Royal Warrants of Appointment are granted to companies or traders that supply products and services to the Royal Household. In this post, we will look at what will happen to these distinctions now that the Queen has passed away.
Following the sad loss of Queen Elizabeth II of the United Kingdom, an icon among the European monarchy after seven decades on the throne, one of the big questions to be addressed from an intellectual property standpoint is what will happen to the Royal Warrants of Appointment she granted during her lifetime.
For those of us less familiar with the workings of the British Crown, Royal Warrants are a type of distinction that the Royal Household has issued since 1840, through the Royal Warrant Holders Association, to companies or traders that regularly supply goods or services (paid) during at least five out of the seven years preceding an application. The distinction entitles the holder to display the Royal Arms in relation to its business, for up to five years and renewable for further five-year periods, although such renewal must be assessed in the year before the Warrant is due to expire.
Warrant holders include companies from very diverse trade categories (food and drink, jewelers, clothing and accessories, health and beauty, etc.), giving us insight into the tastes and preferences of the Royal Household. As many may already know, some of the late Queen’s favorite products included the Spanish sherry Jerez Harveys®, Weetabix® cereal, Cartier® jewelry, the iconic Fulton® umbrellas and Clarins® skincare.
The Royal Warrant, which, as we said, allows holders to display the Royal Arms of the United Kingdom on their products, marketing communications, in their premises and on commercial vehicles, automatically lends prestige to a brand and most assuredly boosts the sales of those companies known as “official suppliers” of the British Crown.
In fact, since the adoption of the Paris Convention for the Protection of Industrial Property in 1983, which applies to both Spain and the United Kingdom’s industrial property systems (among others), contracting States are required to refuse the registration and to prohibit the unauthorized use of trademarks including armorial bearings (e.g., coats of arms crests, etc.), State emblems and official signs and hallmarks (article 6ter), meaning that no person can use a State’s coat of arms without the express consent of that State.
Even under the Royal Warrant, however, the Royal Arms should not be used as a trade or service mark in any way. That is, it must be separate from Warrant holders’ brands that themselves indicate the origin of the relevant goods supplied or services provided, and should not be used in such a way as to lead consumers to think that the goods or services in some way originate from the Royal Household or from another member of the Royal Family.
Which members of the Royal Family can grant the sought-after Royal Warrants? Until recently, Her Late Majesty Queen Elizabeth II and His Late Royal Highness The Duke of Edinburgh were grantors of Warrants; today, only the recently proclaimed King Charles III (formerly HRH The Prince of Wales) is a grantor.
In fact, a legend providing details of which Member of the Royal Family granted the Warrant, along with the nature of the goods or services supplied and the name and head office address of the company, must be displayed below the Royal Arms:
In particular, of the roughly 800 Royal Warrants currently granted (see here), 620 companies received their Appointment grant from Her Late Majesty Queen Elizabeth II (see here).
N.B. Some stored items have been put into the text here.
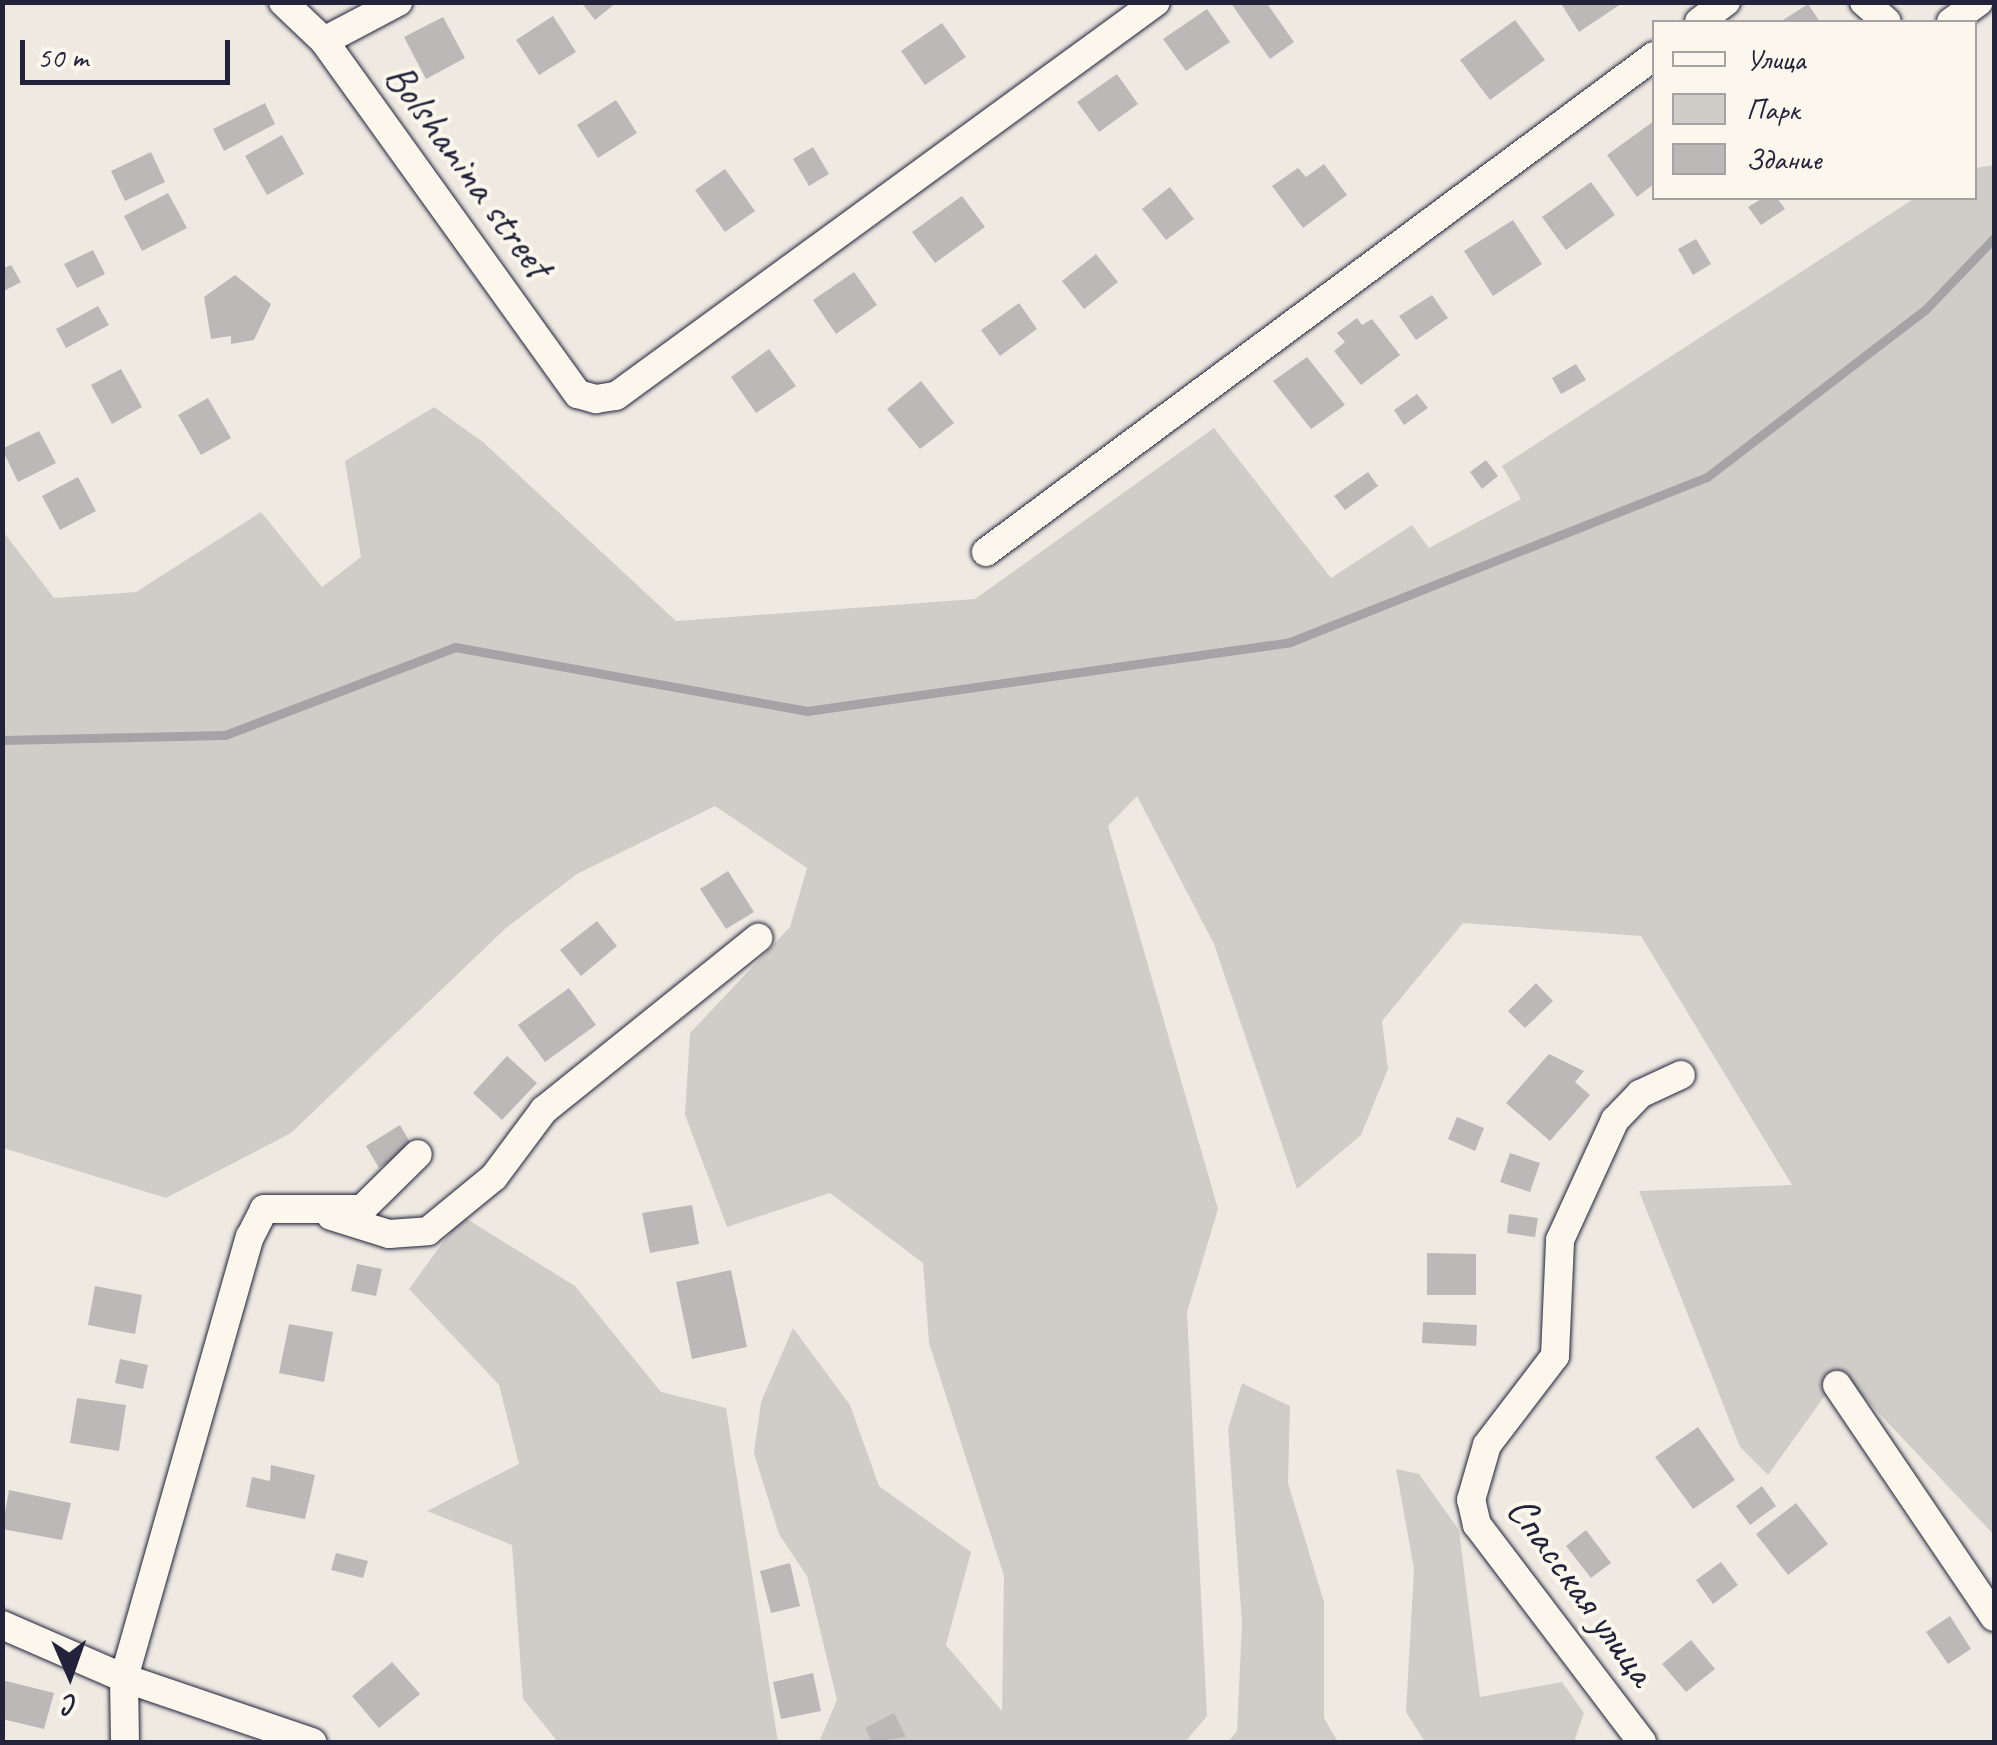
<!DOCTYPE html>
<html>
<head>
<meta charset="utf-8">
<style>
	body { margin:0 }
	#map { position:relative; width:1997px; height:1745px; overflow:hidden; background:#eeeae2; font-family:Caveat,sans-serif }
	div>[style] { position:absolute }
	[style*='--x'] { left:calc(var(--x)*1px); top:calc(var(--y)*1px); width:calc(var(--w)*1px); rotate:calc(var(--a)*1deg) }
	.green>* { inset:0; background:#d0cdc9 }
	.stream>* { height:9px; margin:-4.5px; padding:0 4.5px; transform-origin:4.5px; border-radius:4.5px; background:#a6a3a7 }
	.building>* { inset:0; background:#bcb8b8 }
	.roads { filter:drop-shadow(0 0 2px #22223b) drop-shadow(0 0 2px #22223b) }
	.minor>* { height:28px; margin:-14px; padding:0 14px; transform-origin:14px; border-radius:14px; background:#fbf7ec }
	span { translate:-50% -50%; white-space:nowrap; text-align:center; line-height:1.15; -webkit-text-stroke:8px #fbf7ec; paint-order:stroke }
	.street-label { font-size:42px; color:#22223b }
	.frame { position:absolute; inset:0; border:5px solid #22223b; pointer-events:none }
	.legend { position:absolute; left:1652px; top:20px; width:325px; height:180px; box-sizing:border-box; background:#fbf7ec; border:2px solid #a4a2a5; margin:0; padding:12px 18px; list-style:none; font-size:30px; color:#22223b }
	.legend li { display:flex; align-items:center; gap:20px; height:50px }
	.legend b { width:50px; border:2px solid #a4a2a5 }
	.north { position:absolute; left:20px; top:1625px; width:100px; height:100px; -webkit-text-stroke:8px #fbf7ec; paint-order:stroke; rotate:178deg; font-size:28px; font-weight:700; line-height:40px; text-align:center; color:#22223b }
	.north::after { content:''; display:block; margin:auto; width:35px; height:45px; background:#22223b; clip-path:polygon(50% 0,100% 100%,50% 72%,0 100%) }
	.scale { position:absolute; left:20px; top:40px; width:210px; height:45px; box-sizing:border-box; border:5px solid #22223b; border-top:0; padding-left:12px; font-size:30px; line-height:35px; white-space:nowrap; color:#22223b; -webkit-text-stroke:8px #fbf7ec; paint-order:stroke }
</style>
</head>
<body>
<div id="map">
	<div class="green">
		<i style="clip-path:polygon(1994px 165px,1994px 1535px,1841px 1373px,1768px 1475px,1740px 1447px,1639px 1191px,1792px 1185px,1641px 936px,1463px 923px,1382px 1021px,1388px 1069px,1361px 1135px,1297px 1189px,1214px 944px,1137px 796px,1108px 826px,1218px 1209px,1187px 1312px,1207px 1716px,1185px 1742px,819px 1742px,837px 1700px,807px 1576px,779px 1534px,754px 1453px,761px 1402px,793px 1328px,850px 1405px,879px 1486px,971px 1552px,946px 1645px,1002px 1711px,1004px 1576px,929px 1343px,923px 1263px,830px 1193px,727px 1227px,685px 1115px,690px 1033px,790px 927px,807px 868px,715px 806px,577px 874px,506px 928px,291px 1133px,166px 1198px,3px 1148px,2px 530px,54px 598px,136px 592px,261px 512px,322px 587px,361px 557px,345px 461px,434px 407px,483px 442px,676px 621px,975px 599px,1214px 428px,1331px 578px,1412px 525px,1429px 548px,1521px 499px,1502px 466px,1915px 198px,1974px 198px,1975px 168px)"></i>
		<i style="clip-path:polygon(462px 1216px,575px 1286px,661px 1392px,726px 1408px,778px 1742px,558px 1742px,523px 1699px,512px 1545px,427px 1511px,519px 1464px,499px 1385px,409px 1289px)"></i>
		<i style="clip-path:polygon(1242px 1383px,1290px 1406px,1288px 1483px,1324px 1602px,1324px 1718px,1338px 1742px,1228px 1742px,1237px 1731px,1242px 1623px,1228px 1429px)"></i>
		<i style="clip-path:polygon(1396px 1469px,1419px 1474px,1459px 1530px,1480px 1697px,1562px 1682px,1584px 1713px,1574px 1742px,1425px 1742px,1406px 1712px,1414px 1569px)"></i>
	</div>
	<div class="stream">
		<i style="--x:2;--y:740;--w:223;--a:-1.3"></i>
		<i style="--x:225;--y:735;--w:246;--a:-20.9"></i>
		<i style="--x:455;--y:647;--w:358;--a:10.3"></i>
		<i style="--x:807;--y:711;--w:488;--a:-8.1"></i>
		<i style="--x:1290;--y:642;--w:448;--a:-21.6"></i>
		<i style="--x:1707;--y:477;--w:275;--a:-37.5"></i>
		<i style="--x:1925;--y:310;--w:100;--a:-46.2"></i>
	</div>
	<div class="building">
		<i style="clip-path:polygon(581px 2px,617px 2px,595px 20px)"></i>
		<i style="clip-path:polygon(1230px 2px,1266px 2px,1294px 42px,1270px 59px)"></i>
		<i style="clip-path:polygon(1560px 2px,1624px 2px,1579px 32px)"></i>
		<i style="clip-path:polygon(1808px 4px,1820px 22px,1780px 22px)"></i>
		<i style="clip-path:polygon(1207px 9px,1230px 42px,1186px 71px,1163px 39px)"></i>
		<i style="clip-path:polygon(553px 16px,576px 52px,539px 75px,516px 40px)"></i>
		<i style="clip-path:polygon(443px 17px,465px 58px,426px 79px,404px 37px)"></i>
		<i style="clip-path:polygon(1515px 20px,1545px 60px,1490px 100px,1460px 60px)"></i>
		<i style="clip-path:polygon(942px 23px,966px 57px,925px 85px,901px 51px)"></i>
		<i style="clip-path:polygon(1117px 74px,1138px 104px,1099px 132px,1077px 102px)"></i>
		<i style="clip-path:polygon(616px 100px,637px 133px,598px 158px,577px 125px)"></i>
		<i style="clip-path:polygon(265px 103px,275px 124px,224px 151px,213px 129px)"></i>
		<i style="clip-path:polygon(1654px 121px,1654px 184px,1637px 197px,1607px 155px)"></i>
		<i style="clip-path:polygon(282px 135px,304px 174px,267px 195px,245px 156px)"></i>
		<i style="clip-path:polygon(813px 147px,829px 174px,809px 186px,793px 159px)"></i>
		<i style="clip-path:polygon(151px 152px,165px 182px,125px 201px,111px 171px)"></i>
		<i style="clip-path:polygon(1324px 164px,1347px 195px,1303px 228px,1272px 186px,1298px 168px,1306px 177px)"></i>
		<i style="clip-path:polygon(725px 169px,755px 211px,725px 232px,695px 190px)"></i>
		<i style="clip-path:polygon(1591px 182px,1615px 215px,1566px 250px,1542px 217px)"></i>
		<i style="clip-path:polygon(1170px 187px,1194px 219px,1166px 240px,1142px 209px)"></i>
		<i style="clip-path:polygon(168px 193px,187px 228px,142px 251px,124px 216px)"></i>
		<i style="clip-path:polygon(962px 196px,985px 227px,935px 263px,912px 232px)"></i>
		<i style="clip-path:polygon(1763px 198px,1777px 198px,1785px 209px,1761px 225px,1748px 207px)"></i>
		<i style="clip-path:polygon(1513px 220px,1542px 264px,1493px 296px,1464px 251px)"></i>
		<i style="clip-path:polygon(1696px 239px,1711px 264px,1693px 275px,1678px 249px)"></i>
		<i style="clip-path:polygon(93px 250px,105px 274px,77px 288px,64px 264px)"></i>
		<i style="clip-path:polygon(1096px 254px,1118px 282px,1084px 309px,1062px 281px)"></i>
		<i style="clip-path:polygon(11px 265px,21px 282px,2px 292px,2px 269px)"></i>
		<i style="clip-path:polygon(854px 272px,877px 305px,836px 334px,813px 300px)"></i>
		<i style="clip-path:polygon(235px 275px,271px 304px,254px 340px,231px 344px,231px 336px,211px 339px,204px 297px)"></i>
		<i style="clip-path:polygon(1432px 295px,1448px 318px,1416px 340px,1399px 316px)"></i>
		<i style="clip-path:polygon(1019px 303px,1037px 329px,1000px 356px,981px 330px)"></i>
		<i style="clip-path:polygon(98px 306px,109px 325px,66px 348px,56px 329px)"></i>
		<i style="clip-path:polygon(1357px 318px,1362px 325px,1372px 319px,1400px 355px,1361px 385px,1334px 351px,1345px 342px,1337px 333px)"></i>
		<i style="clip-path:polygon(769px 349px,796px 386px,756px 413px,731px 377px)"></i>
		<i style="clip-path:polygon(1307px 357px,1345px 405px,1311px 429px,1273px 381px)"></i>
		<i style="clip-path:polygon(1576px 364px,1586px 380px,1561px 394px,1552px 378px)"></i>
		<i style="clip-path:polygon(121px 369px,142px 407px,112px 424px,91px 385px)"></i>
		<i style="clip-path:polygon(921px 381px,954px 423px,920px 449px,887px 409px)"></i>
		<i style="clip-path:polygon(1417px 394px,1428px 408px,1404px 425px,1394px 410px)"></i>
		<i style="clip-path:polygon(208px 398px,231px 438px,201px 455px,178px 415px)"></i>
		<i style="clip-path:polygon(39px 431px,56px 463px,18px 482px,2px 449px)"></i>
		<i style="clip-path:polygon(1486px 460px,1498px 476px,1482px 489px,1470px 472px)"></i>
		<i style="clip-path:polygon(1368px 472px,1378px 486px,1345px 510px,1334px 496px)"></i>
		<i style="clip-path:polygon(78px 477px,96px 511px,60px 530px,42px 496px)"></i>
		<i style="clip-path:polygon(728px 871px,754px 912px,726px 929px,700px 889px)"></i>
		<i style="clip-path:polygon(597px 921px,617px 946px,581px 976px,560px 950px)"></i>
		<i style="clip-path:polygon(1536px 983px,1553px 1001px,1525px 1028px,1508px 1011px)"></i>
		<i style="clip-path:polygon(569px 988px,596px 1025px,545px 1062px,518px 1025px)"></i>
		<i style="clip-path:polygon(1549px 1054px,1584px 1071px,1575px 1082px,1590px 1095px,1550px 1141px,1506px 1103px)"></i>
		<i style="clip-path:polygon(507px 1056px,537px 1083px,502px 1120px,473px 1093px)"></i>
		<i style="clip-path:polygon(1457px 1117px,1484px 1128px,1475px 1151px,1448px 1139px)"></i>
		<i style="clip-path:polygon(400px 1125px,413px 1147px,379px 1168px,366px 1146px)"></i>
		<i style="clip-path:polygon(1510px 1153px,1540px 1163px,1530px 1192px,1500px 1182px)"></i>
		<i style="clip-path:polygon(692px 1205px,699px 1244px,650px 1253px,642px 1213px)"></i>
		<i style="clip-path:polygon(1509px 1214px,1538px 1218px,1535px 1237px,1507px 1233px)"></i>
		<i style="clip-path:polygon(1427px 1253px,1476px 1254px,1476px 1295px,1427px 1295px)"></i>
		<i style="clip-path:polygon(357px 1264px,382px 1269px,376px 1296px,351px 1291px)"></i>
		<i style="clip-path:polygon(731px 1270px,747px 1347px,692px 1359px,676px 1282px)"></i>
		<i style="clip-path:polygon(95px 1286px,142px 1295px,135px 1334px,88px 1325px)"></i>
		<i style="clip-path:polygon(1423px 1322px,1477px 1325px,1476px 1346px,1422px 1343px)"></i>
		<i style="clip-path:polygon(289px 1324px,333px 1332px,324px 1382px,279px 1373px)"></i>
		<i style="clip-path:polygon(120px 1359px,148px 1365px,143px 1389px,115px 1383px)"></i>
		<i style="clip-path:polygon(77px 1398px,126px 1405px,119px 1451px,70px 1443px)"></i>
		<i style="clip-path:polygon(1698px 1427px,1735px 1480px,1693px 1509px,1655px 1457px)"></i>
		<i style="clip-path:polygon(271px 1465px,315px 1475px,305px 1519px,246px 1507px,252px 1477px,270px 1481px)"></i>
		<i style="clip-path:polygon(1762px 1486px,1776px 1506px,1750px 1525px,1736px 1506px)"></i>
		<i style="clip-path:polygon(9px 1490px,71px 1503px,62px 1540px,2px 1529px)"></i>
		<i style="clip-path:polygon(1796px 1503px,1828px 1544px,1788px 1575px,1756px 1534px)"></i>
		<i style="clip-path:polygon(1586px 1530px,1611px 1563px,1591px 1578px,1566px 1546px)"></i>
		<i style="clip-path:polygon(336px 1553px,368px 1561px,363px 1578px,331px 1570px)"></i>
		<i style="clip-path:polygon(1721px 1562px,1738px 1585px,1713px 1604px,1696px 1580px)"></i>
		<i style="clip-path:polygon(790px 1563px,800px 1606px,771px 1613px,760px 1571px)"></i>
		<i style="clip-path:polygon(1950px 1616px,1971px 1649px,1948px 1664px,1926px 1632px)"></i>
		<i style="clip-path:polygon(1691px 1640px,1715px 1669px,1686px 1692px,1662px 1664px)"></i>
		<i style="clip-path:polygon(392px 1662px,420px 1694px,379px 1728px,352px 1696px)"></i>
		<i style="clip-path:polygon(813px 1673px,821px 1711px,781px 1719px,773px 1682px)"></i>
		<i style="clip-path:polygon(2px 1680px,54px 1693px,44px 1729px,2px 1719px)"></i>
		<i style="clip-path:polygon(894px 1713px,906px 1737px,872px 1742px,865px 1728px)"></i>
	</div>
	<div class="roads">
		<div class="minor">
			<i style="--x:283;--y:2;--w:57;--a:43.6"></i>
			<i style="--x:324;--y:41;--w:435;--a:54.3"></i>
			<i style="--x:578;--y:394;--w:19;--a:16"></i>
			<i style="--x:596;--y:399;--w:20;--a:-9"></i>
			<i style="--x:616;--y:396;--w:668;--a:-36.12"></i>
			<i style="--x:1864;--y:2;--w:30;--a:41"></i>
			<i style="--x:1699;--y:22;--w:34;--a:-37"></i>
			<i style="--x:1951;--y:22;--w:34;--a:-36"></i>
			<i style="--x:324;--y:41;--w:84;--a:-27.8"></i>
			<i style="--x:986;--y:552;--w:832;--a:-36.59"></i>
			<i style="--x:331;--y:1216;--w:61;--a:17.2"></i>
			<i style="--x:389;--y:1234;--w:39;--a:-4"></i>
			<i style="--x:428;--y:1231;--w:85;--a:-39.3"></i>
			<i style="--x:494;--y:1177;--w:84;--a:-53.3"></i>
			<i style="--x:544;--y:1110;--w:275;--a:-38.8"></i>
			<i style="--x:1837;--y:1385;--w:280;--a:55.9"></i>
			<i style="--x:2;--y:1625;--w:133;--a:23.5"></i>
			<i style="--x:124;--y:1678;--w:199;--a:18.8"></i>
			<i style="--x:125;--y:1742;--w:64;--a:-90.9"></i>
			<i style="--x:124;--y:1678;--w:459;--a:-74.1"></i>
			<i style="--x:250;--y:1237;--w:31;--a:-63"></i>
			<i style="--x:264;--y:1209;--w:98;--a:0"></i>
			<i style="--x:362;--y:1209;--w:78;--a:-44.5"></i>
			<i style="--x:1642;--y:1742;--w:273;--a:-127.2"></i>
			<i style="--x:1477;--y:1525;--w:26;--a:-103"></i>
			<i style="--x:1471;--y:1500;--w:57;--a:-73.8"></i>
			<i style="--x:1487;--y:1445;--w:112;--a:-52.6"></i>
			<i style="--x:1555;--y:1356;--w:116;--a:-87.5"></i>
			<i style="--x:1560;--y:1240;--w:132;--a:-65.4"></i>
			<i style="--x:1615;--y:1120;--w:36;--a:-46"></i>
			<i style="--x:1640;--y:1094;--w:45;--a:-24.9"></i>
		</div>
	</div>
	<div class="street-label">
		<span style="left:468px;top:171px;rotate:54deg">Bolshanina street</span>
		<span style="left:1581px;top:1591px;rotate:54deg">Спасская улица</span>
	</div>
	<div class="frame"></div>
	<ul class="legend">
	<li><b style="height:12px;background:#fbf7ec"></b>Улица</li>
	<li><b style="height:28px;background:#d0cdc9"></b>Парк</li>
	<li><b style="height:28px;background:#bcb8b8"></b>Здание</li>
	</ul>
	<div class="north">С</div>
	<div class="scale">50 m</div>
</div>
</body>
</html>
For all these companies, the Warrant undeniably carries great value when it comes to advertising, as evidenced by the controversy in the UK when one was granted to the Spanish company Porcelanosa, with the then-Prince Charles even being accused of “commercial treason” (see here).
However, like the saying goes, all good things must come to an end, and Royal Warrants can be canceled for several reasons:
- Reasons concerning the Royal Warrant holder: (i) where its conduct (whether by act or omission) brings or is likely to bring the Crown into disrepute; (ii) breach or suspected breach of the rules on using the Royal Warrant; or (iii) if the quality of the product or service is not sufficient to justify continuation. Between 20 and 40 Royal Warrants are canceled each year due to one of these reasons. This includes the luxury lingerie brand Rigby & Peller®, the official “corsetiere” to the Queen for over 50 years, which lost its Royal Warrant after June Kenton, who fitted bras for the Queen, released a book called Storm in a D-Cup revealing details of the fittings.
- For reasons not owing to the Royal Warrant holder: upon the death of the grantor.
In this case, the Royal Warrant will become void and the holder will have two years from the date of death of the grantor to cease all existing use and/or display of the Royal Warrant/Royal Arms, including removing it from all products and packaging, stationery, vehicles, etc.
There is no need to panic, though. Provided the holder remains in active connection with the business, the continued grant of the Royal Warrant remains valid for a two-year period from the date of death of the grantor. If the holder particularly wishes to record former service to Her Late Majesty, it may seek permission to use the following legend during that two-year period:
“By Appointment to The Late…”
In any event, and in due course, the Queen’s successor King Charles III and other members of the Royal Family that become grantors in the future (the Queen Consort and/or the Duke of Cornwall and Cambridge, now that he has been named Prince of Wales) will be able to grant Royal Warrants to the companies that lost their distinction due to the death of the Queen, provided they meet the requirements for grant.